▶

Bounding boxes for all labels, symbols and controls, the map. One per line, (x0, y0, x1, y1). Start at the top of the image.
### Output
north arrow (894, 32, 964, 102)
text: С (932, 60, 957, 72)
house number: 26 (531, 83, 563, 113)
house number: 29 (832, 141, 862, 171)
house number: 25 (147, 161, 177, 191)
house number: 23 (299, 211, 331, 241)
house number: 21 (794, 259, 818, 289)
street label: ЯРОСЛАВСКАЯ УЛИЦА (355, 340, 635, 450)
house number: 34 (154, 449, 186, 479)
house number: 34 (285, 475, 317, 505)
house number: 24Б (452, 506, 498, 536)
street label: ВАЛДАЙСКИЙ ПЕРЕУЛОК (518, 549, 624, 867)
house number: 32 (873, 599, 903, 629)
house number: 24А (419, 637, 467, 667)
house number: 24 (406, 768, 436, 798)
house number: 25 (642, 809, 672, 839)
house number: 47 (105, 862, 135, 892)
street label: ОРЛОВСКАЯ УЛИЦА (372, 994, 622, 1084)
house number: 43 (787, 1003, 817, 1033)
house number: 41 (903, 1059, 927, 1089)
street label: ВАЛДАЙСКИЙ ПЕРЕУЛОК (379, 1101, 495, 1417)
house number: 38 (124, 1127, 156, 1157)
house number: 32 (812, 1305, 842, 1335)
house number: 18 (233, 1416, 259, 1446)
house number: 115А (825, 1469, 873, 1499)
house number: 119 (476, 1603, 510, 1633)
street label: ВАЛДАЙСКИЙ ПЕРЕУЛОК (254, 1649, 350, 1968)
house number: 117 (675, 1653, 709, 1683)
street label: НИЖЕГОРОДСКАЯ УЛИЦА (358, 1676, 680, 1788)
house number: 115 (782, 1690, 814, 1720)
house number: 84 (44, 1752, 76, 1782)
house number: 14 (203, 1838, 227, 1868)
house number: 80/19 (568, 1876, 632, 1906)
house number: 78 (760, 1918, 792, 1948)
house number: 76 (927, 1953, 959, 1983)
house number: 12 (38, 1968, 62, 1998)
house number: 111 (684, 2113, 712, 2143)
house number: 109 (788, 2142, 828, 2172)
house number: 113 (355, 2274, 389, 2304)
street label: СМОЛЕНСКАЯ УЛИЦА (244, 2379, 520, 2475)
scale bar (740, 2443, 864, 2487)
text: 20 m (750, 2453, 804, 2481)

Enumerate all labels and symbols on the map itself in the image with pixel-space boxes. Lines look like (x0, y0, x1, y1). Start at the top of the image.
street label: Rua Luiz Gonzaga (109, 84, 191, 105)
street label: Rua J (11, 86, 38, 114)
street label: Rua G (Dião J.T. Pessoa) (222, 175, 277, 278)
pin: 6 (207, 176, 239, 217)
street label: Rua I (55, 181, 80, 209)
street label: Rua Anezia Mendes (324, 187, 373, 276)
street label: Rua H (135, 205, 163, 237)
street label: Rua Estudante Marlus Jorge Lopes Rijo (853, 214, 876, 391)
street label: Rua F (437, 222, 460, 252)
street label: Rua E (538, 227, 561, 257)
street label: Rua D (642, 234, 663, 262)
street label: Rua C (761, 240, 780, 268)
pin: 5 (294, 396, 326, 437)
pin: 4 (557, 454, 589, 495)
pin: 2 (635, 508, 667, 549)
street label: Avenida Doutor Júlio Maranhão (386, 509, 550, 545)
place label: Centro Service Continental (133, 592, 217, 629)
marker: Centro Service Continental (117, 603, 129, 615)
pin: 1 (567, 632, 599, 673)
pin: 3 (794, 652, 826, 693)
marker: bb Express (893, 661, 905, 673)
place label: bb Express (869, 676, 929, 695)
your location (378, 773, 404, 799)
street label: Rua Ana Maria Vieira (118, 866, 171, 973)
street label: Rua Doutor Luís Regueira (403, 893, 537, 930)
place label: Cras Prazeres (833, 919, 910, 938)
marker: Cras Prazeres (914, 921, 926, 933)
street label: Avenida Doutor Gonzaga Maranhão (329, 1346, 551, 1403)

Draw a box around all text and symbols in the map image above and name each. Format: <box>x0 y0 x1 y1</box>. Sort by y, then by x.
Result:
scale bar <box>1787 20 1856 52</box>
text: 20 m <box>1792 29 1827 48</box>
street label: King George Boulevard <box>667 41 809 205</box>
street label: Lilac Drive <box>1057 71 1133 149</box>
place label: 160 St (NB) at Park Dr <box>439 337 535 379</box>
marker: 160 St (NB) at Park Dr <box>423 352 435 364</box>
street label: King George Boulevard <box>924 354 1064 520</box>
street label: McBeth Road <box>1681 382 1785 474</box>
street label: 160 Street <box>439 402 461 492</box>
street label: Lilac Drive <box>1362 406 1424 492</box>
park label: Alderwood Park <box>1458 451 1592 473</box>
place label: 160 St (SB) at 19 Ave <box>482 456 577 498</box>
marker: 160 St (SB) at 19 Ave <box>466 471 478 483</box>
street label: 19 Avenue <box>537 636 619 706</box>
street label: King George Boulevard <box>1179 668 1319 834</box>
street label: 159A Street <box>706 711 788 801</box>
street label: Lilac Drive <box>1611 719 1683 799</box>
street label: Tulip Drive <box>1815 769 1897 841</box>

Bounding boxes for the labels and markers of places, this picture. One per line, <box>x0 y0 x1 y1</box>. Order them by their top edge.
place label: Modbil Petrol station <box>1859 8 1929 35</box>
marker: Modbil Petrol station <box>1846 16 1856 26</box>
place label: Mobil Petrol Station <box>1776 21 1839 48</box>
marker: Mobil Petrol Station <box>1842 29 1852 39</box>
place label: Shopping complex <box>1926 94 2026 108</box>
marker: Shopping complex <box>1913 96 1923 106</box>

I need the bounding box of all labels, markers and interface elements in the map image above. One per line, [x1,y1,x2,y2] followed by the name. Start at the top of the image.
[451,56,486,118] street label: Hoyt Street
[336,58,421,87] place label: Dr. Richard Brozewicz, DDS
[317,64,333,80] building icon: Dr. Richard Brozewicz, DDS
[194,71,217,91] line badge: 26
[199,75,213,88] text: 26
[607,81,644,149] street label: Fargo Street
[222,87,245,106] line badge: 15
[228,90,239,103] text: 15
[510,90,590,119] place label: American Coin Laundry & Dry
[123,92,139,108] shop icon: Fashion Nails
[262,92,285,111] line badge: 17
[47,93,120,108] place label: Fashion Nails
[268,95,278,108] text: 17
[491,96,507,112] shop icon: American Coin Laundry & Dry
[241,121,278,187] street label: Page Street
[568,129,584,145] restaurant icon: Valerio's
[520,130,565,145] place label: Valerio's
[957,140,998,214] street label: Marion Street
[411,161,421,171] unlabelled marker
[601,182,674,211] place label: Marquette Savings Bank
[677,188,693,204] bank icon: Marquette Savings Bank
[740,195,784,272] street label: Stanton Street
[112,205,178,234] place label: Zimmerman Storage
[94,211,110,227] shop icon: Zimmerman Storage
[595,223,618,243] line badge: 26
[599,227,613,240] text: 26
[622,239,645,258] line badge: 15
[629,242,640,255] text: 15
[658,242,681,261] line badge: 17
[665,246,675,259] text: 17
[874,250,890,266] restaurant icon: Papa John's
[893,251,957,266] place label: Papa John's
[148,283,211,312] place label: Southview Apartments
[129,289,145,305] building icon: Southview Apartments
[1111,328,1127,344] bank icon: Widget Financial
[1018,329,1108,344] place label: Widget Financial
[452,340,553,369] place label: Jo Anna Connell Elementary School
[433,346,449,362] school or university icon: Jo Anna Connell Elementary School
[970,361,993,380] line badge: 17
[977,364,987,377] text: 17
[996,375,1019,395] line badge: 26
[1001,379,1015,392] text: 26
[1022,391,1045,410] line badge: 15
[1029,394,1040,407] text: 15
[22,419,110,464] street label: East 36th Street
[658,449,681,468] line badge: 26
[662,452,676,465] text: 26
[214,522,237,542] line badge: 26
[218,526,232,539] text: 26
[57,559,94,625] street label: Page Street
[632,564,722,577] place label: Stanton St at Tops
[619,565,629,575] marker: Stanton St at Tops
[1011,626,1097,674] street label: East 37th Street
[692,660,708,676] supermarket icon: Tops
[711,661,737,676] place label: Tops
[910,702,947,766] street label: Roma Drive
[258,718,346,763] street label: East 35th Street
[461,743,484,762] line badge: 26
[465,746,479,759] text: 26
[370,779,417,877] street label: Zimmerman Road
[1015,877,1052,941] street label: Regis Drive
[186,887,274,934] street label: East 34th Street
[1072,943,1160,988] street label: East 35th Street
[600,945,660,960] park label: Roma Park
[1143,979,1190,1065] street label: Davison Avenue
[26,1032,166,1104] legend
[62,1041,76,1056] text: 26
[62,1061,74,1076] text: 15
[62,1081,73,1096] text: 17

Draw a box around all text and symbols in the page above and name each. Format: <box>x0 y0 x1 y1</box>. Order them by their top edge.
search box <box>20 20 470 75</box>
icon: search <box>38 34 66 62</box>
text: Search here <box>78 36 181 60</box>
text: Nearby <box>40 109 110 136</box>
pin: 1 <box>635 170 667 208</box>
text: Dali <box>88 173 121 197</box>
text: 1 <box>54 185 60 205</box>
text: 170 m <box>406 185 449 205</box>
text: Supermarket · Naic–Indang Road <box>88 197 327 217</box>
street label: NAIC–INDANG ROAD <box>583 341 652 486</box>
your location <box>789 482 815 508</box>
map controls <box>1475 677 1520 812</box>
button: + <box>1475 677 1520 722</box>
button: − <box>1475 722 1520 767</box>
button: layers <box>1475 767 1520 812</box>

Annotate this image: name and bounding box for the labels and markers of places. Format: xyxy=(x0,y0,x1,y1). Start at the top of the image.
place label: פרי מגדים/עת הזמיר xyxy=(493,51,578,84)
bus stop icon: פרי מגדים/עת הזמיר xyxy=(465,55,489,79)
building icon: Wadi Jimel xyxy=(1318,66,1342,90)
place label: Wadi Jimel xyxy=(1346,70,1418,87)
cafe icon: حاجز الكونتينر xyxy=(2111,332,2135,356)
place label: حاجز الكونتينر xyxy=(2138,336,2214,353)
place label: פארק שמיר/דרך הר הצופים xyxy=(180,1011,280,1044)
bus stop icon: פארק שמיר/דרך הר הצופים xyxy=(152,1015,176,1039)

◀

▸ **Exercise instructions**: Throughout the data above, report every line that contains the string "button".

▸ **The answer**:
button: + <box>1475 677 1520 722</box>
button: − <box>1475 722 1520 767</box>
button: layers <box>1475 767 1520 812</box>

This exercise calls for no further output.